A personal narrative braided with scholarly, retrospective reflections as to what that narrative means, Fighter Pilot’s Daughter zooms in on a little girl with a childhood full of instability, frustration and unanswered questions such that her struggles in growth, her struggles, her yearnings and eventual successes exemplify those of her entire generation.

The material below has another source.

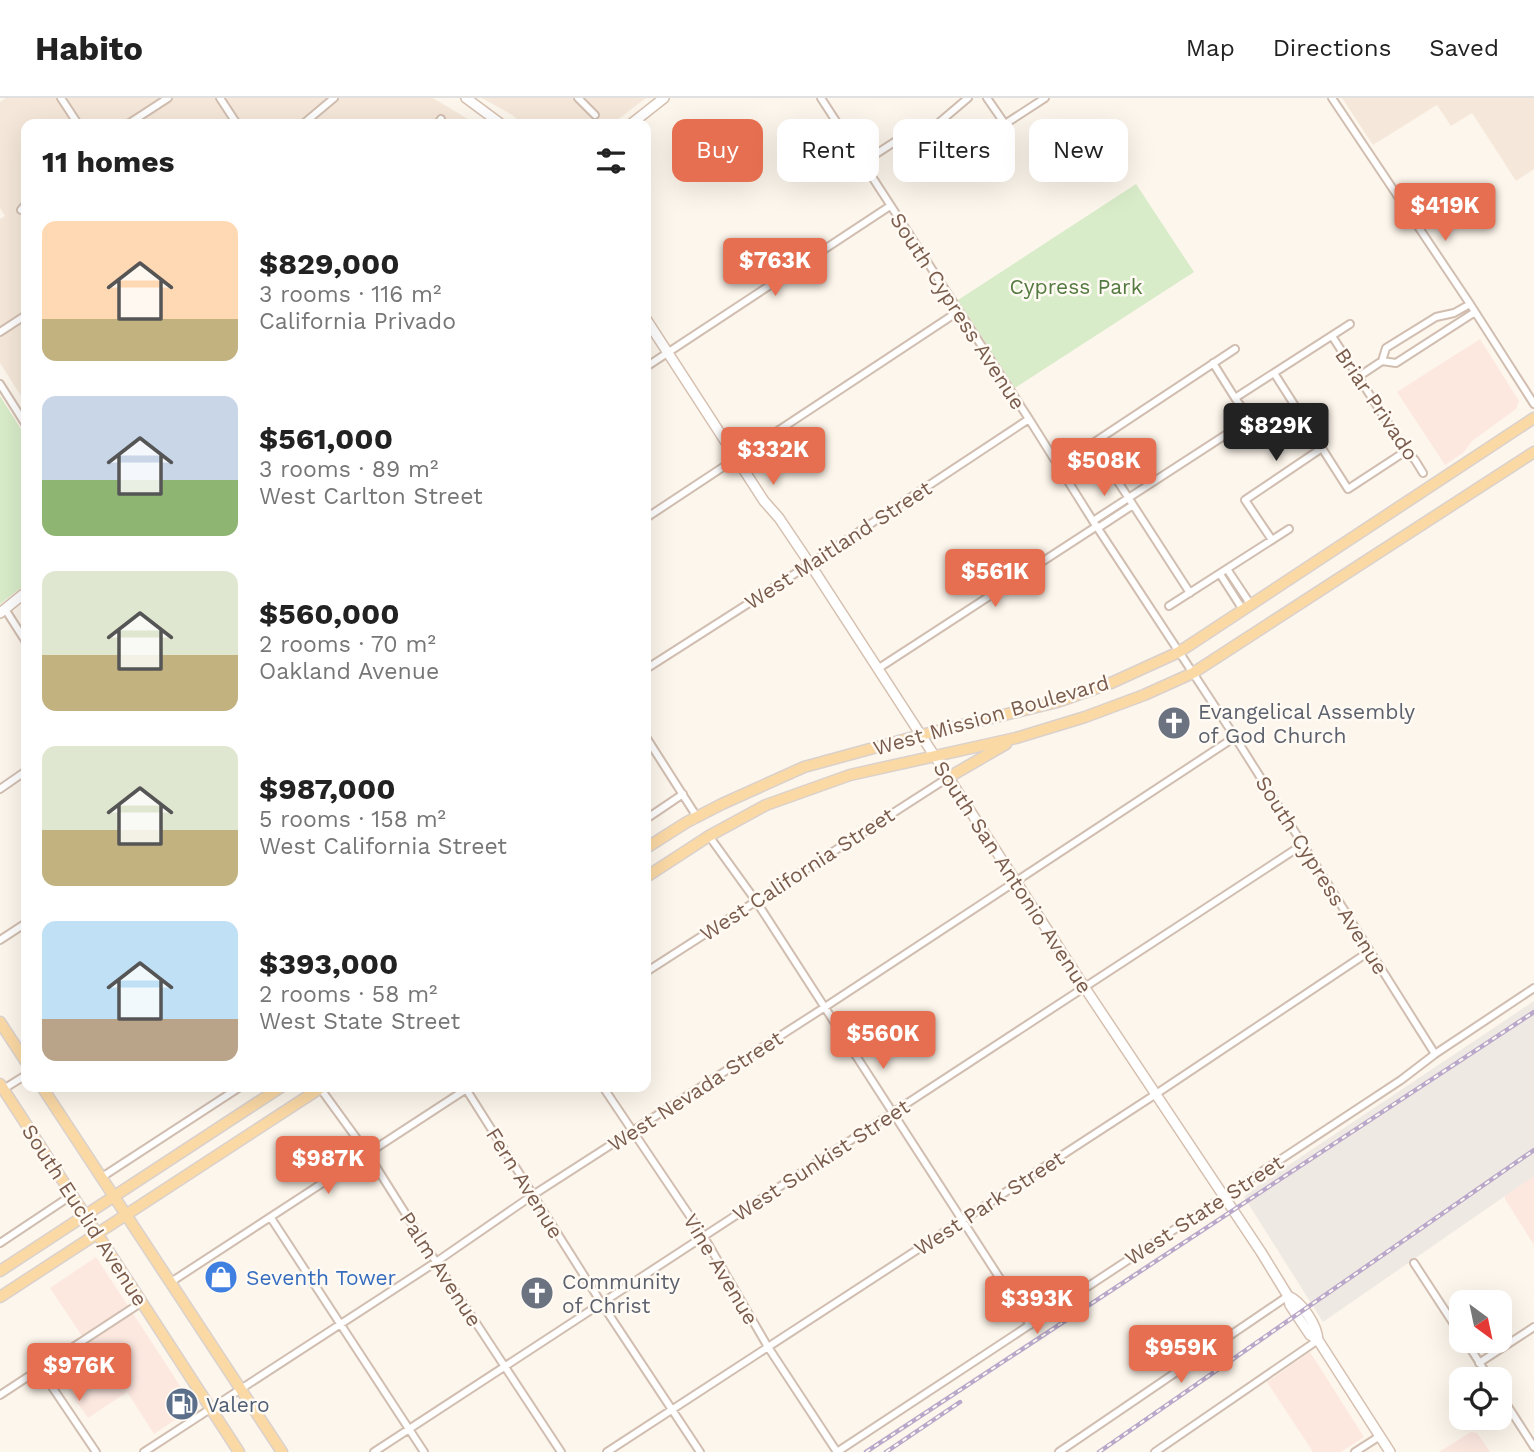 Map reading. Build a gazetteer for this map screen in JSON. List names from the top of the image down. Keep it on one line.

From California to Georgia to Germany, Lawlor’s family was stationed in parts of the world that few are able to experience at so young an age, but being a child of military parents has never been easy. She neatly outlines the unique challenges an upbringing without roots presents someone struggling to come to terms with a world at war, and a home in constant turnover and turmoil. This book is for anyone seeking a finer awareness of the tolls that war takes not just on a nation, but on that nation’s sons and daughters, in whose hearts and minds deeper battles continue to rage long after the soldiers have come home.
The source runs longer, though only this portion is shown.